++++ EXTRACTED DATA ++++

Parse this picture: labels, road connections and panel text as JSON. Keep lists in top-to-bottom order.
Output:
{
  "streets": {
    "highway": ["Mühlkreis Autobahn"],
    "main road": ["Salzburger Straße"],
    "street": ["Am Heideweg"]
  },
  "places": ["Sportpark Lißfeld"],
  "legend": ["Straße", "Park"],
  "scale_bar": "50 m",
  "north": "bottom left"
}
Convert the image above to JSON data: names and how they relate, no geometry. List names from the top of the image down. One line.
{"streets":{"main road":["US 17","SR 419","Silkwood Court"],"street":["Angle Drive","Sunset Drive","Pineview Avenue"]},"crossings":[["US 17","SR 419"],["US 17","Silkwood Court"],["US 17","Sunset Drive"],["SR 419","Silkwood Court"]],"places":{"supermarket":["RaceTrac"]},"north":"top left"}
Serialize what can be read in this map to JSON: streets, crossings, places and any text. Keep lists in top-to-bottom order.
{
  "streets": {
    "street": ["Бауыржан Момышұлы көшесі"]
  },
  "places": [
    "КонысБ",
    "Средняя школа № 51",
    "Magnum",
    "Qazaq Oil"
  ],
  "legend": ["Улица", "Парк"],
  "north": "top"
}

++++

WORK TASK =
Please set down all of the data above again, matching it exactly.

RESPONSE BELOW =
Parse this picture: labels, road connections and panel text as JSON. Keep lists in top-to-bottom order.
Output:
{
  "streets": {
    "highway": ["Mühlkreis Autobahn"],
    "main road": ["Salzburger Straße"],
    "street": ["Am Heideweg"]
  },
  "places": ["Sportpark Lißfeld"],
  "legend": ["Straße", "Park"],
  "scale_bar": "50 m",
  "north": "bottom left"
}
Convert the image above to JSON data: names and how they relate, no geometry. List names from the top of the image down. One line.
{"streets":{"main road":["US 17","SR 419","Silkwood Court"],"street":["Angle Drive","Sunset Drive","Pineview Avenue"]},"crossings":[["US 17","SR 419"],["US 17","Silkwood Court"],["US 17","Sunset Drive"],["SR 419","Silkwood Court"]],"places":{"supermarket":["RaceTrac"]},"north":"top left"}
Serialize what can be read in this map to JSON: streets, crossings, places and any text. Keep lists in top-to-bottom order.
{
  "streets": {
    "street": ["Бауыржан Момышұлы көшесі"]
  },
  "places": [
    "КонысБ",
    "Средняя школа № 51",
    "Magnum",
    "Qazaq Oil"
  ],
  "legend": ["Улица", "Парк"],
  "north": "top"
}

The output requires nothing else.